Task to complete:
Scan the data for "Triton" and copy the lines it appears in.

Raw data:
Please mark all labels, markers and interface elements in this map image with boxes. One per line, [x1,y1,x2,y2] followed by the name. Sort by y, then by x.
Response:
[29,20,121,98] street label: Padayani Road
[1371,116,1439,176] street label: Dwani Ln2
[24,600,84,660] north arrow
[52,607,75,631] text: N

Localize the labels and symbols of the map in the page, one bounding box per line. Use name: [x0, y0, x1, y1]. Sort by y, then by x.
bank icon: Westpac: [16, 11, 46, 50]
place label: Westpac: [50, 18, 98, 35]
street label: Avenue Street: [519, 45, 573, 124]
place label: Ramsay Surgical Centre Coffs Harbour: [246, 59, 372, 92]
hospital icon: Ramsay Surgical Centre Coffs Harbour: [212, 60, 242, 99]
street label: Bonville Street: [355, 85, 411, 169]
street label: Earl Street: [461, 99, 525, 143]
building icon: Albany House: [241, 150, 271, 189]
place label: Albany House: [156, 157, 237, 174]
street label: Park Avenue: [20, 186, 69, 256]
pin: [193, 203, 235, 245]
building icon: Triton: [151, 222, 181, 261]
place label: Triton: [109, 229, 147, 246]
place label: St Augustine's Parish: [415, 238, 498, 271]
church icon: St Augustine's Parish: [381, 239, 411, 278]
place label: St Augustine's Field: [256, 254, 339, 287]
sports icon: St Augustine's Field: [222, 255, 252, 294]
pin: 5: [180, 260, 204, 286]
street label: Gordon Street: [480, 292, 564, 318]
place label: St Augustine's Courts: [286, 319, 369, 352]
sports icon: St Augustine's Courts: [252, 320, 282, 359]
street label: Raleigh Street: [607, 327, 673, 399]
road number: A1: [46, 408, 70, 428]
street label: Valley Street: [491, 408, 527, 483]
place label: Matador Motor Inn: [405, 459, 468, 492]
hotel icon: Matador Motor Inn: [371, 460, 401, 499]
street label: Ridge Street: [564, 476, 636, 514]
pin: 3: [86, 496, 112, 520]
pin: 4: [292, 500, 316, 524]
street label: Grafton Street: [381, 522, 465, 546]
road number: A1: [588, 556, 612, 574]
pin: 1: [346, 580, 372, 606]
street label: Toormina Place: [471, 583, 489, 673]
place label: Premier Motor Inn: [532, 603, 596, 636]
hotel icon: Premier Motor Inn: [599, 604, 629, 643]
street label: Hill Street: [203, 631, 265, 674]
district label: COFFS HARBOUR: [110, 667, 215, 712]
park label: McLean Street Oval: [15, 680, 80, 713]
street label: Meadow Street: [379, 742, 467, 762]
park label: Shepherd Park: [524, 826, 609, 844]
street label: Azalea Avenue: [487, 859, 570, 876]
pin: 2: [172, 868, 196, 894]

Written solution:
building icon: Triton: [151, 222, 181, 261]
place label: Triton: [109, 229, 147, 246]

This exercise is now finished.